The girl was having some kind of seizure. The scream had been so loud it was like a physical blow, and by the time our ears stopped ringing and we started breathing again she had fallen out of her bed and was having convulsions on the floor. A third year med student and an intern came running into the ward, and by the time they got to her she had worked her way down to the foot of her bed.

One second she would be curled up in a tight ball, and the next second she would slam out so straight her back would be bowed. The student, showing more intelligence than I had ever seen in a student or most interns, knelt down by her head and tried to keep her from slamming it into the granite floor when she would straighten out.

The intern wasn't quite as bright.

During one of the moments she was curled up in a fetal position, he squatted down like a catcher. In front of her feet. About then a first year resident came onto the ward, but before he could say anything she straightened out. She slammed into the intern like a giant plunger in a pinball machine. Her feet hit him directly on target, and he doubled up and slid on his back the twenty-some feet until he hit the foot of my bed. Then he kind of fell over on his side with both of his hands holding what was left of his more private parts.

By that time the girl's seizure had ended and she was lying limply on the floor. The nurse and student were tending to her. The resident knelt down and checked her out, then came over to my bed. He made some comment about me being the cause of all this, and then said, "I bet you pee'd your bed."

I said, "Not really."

Then he looked down at the intern and said, "You gonna live?"

The intern was still lying doubled up on his side, clutching his groin, and the only sound he made was a kind of tight, high squeak. I knew that sound. I had made it that summer when my feet had slipped off the pedals and I had hit the crossbar of my bike. It had taken me what seemed like an hour and a half to be able to breathe again. I think it took the intern a bit longer.
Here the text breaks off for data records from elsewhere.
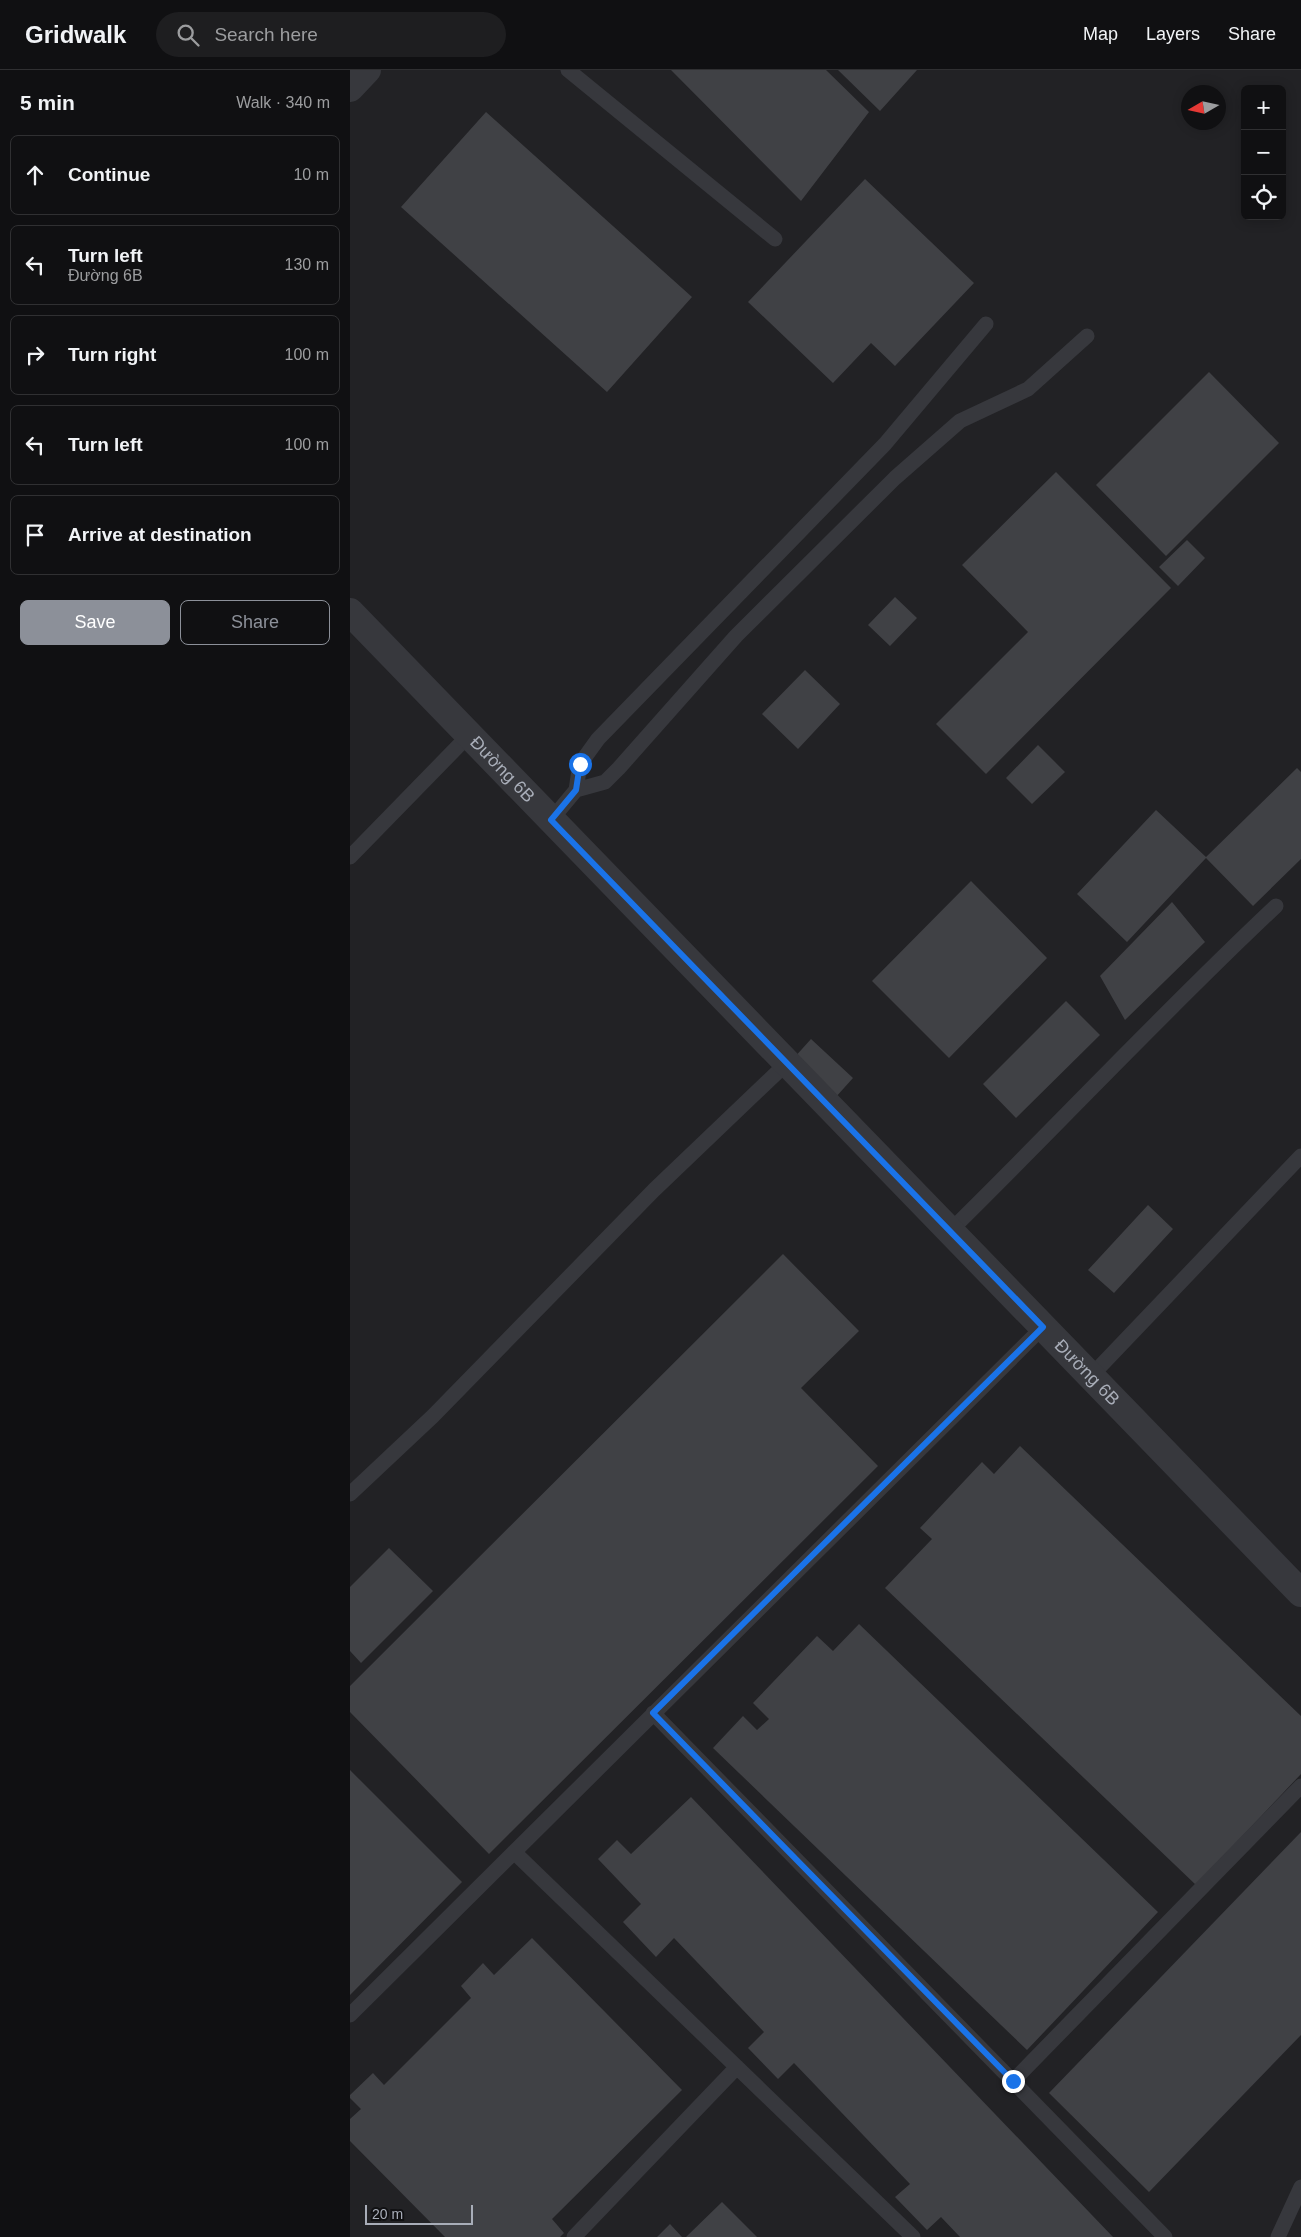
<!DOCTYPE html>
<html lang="en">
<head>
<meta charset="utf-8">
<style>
  :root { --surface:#101012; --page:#1e1e20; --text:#f1f3f6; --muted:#9c9d9f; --line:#303032; --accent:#8c9099 }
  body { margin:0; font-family:Helvetica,sans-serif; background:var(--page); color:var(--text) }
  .controls { position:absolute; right:15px; top:15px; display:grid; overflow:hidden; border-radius:8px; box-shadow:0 2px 12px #0003 }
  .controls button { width:45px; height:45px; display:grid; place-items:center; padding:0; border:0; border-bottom:1px solid var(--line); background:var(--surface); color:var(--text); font:25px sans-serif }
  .compass { position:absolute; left:831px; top:15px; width:45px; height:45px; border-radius:50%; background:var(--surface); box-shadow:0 2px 12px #0003; rotate:261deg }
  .scale { position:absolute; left:15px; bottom:12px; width:108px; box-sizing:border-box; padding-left:5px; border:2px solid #a8adb8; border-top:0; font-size:14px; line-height:18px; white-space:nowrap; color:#a8adb8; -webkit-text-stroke:4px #111113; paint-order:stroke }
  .stop { position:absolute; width:15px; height:15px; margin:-11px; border:4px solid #1a73e8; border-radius:50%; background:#fff }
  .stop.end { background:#1a73e8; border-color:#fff; box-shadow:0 1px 5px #0008 }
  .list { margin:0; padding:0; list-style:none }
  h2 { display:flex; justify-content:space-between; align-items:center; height:65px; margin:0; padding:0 20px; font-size:21px }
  h2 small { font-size:16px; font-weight:400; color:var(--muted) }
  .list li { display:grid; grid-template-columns:32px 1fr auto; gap:15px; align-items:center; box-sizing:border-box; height:80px; margin:0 10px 10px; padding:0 10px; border:1px solid var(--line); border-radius:8px }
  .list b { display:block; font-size:19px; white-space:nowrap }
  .list p { margin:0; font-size:16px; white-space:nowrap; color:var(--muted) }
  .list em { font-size:16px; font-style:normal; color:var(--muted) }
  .actions { display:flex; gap:10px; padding:15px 20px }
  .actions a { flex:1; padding:11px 0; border:1px solid var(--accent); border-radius:8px; text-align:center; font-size:18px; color:var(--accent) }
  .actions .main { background:var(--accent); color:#fff }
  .icon { flex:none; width:28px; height:28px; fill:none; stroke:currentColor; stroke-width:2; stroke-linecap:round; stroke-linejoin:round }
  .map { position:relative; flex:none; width:951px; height:2167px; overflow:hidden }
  header { display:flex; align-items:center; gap:30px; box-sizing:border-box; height:70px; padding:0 25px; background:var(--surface); border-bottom:1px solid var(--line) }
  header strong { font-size:24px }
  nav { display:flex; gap:28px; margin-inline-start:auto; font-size:18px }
  .search { width:350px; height:45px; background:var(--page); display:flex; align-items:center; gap:12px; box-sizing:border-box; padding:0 18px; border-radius:28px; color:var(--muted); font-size:19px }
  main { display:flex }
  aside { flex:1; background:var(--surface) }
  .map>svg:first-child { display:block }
  .built { fill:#222225; fill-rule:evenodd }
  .building { fill:#404145 }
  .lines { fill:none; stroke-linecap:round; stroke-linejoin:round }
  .lane { stroke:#37383d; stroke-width:15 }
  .street { stroke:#37383d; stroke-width:28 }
  .route { stroke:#1a73e8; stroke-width:6 }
  .labels { text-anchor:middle; stroke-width:4.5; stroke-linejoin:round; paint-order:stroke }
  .street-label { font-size:18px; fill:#a8adb8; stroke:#111113 }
</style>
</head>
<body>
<header>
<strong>Gridwalk</strong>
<div class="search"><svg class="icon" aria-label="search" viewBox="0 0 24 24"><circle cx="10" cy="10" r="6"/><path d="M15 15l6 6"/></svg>Search here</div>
<nav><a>Map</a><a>Layers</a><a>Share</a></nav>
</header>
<main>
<aside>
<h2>5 min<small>Walk · 340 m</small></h2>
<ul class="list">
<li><svg class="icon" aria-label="ahead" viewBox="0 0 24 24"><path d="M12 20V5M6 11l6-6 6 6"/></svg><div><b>Continue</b></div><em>10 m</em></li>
<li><svg class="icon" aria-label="left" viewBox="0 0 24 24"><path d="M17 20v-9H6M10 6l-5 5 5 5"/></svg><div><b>Turn left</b><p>Đường 6B</p></div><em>130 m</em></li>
<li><svg class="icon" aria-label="right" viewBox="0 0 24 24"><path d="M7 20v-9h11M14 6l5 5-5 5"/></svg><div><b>Turn right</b></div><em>100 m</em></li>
<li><svg class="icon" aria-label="left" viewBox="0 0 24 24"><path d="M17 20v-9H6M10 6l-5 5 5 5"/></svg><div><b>Turn left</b></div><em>100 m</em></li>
<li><svg class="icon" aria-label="arrive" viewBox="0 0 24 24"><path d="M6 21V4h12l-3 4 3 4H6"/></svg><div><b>Arrive at destination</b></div></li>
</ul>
<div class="actions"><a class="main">Save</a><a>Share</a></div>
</aside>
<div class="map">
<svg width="951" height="2167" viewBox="0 0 951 2167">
  <rect width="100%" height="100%" fill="#161618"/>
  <path class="built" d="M 0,0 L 951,0 L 951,2167 L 0,2167 ZM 895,19 L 932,19 L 932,146 L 895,146 ZM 838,22 L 868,22 L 868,52 L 838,52 Z"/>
  <path class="building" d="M 321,0 L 476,0 L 519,42 L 451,131 Z
    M 488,0 L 567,0 L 530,41 Z
    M 136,42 L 342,227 L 257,322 L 51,137 Z
    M 515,109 L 624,213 L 545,296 L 521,273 L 483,313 L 398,232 Z
    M 859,302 L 929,373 L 816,486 L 746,415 Z
    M 706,402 L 821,518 L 636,704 L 586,654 L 678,562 L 612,495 Z
    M 837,470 L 855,488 L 828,516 L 809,497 Z
    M 545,527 L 567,548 L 540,576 L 518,555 Z
    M 455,600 L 490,634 L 448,679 L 412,644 Z
    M 688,675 L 715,702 L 682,734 L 656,708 Z
    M 947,698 L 951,702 L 951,789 L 903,836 L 856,788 L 777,872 L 727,824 L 806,740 L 856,787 Z
    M 621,811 L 697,888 L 599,988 L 522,911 Z
    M 822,832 L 855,872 L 775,950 L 750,906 Z
    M 716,931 L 750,965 L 666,1048 L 633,1014 Z
    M 461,969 L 503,1008 L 485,1028 L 443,989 Z
    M 798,1135 L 823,1159 L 764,1223 L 738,1200 Z
    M 433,1184 L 509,1261 L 451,1318 L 528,1396 L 139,1784 L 0,1642 L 0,1616 Z
    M 670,1376 L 951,1646 L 951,1704 L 846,1815 L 535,1518 L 582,1469 L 570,1458 L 632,1392 L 644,1404 Z
    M 39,1478 L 83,1521 L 11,1593 L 0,1581 L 0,1517 Z
    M 509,1554 L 808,1842 L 677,1980 L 363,1678 L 393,1646 L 407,1660 L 419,1649 L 403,1633 L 467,1566 L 483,1581 Z
    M 0,1700 L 112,1812 L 0,1925 Z
    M 341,1727 L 763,2167 L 610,2167 L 591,2147 L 577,2160 L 545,2127 L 560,2114 L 444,1993 L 428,2009 L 398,1978 L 414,1962 L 324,1868 L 306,1887 L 273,1852 L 291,1834 L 248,1789 L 267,1770 L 281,1784 Z
    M 951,1762 L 951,1965 L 799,2122 L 699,2023 Z
    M 182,1868 L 332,2020 L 202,2149 L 214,2163 L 210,2167 L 95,2167 L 0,2071 L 0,2049 L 11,2039 L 0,2028 L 0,2025 L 23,2003 L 34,2015 L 121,1928 L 111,1916 L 133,1893 L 144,1905 Z
    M 372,2132 L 407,2167 L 336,2167 Z
    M 320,2154 L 332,2167 L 307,2167 Z"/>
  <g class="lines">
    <path class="lane" d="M 218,0 L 425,169
      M 226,720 L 255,712 L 269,698 L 386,566 L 545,408 L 610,351 L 678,319 L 737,266
      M 201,750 L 226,720 L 230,694 L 248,669 L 535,374 L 636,254
      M 0,787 L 119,665
      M 600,1161 C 710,1053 814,941 926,836
      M 741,1306 L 951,1086
      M 0,1424 L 83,1346 L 304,1120 L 437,993
      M 303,1643 L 815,2167
      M 164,1782 L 563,2167
      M 0,1945 L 693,1257
      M 663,2011 L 951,1716
      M 224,2167 L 387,1997
      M 928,2167 L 951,2117"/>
    <g class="street">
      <path d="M 0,18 L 17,0"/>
      <path id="s1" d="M 0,542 L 951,1523"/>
    </g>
  </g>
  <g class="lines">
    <path class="route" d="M 230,694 L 226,720 L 201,750 L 693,1257 L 303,1643 L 663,2011"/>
  </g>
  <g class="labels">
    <g class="street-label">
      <text dy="6" stroke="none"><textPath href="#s1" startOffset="219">Đường 6B</textPath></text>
      <text dy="6" stroke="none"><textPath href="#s1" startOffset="1059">Đường 6B</textPath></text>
    </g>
  </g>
</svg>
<div class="controls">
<button>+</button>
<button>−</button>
<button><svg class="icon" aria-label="locate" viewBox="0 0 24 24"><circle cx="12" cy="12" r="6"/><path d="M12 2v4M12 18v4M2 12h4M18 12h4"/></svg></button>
</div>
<svg class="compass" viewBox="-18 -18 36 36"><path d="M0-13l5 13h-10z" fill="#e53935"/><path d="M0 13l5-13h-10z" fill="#9c9d9f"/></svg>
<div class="scale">20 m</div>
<div class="stop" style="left:230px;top:694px"></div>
<div class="stop end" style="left:663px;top:2011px"></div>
</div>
</main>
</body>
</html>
They got the girl back in her bed, changed a couple of the wetter beds, and made vague but very dire threats about what would happen if we didn't go to sleep. The next morning as they made rounds the resident caused the third year resident a moment's confusion when he asked me if my sheets had dried yet;  and the intern was walking with a strange kind of bow legged waddle and cringed violently if anything went toward his waist.

I asked the intern if he thought my story might have caused the girl's seizure—I had spent most of the night worrying about it—and he assured me I had nothing to do with it. It would have happened no matter what we were doing. The girl had a pretty bad headache that day, but didn't remember anything about the seizure, and went home about a week later. I never did know why she was in the hospital.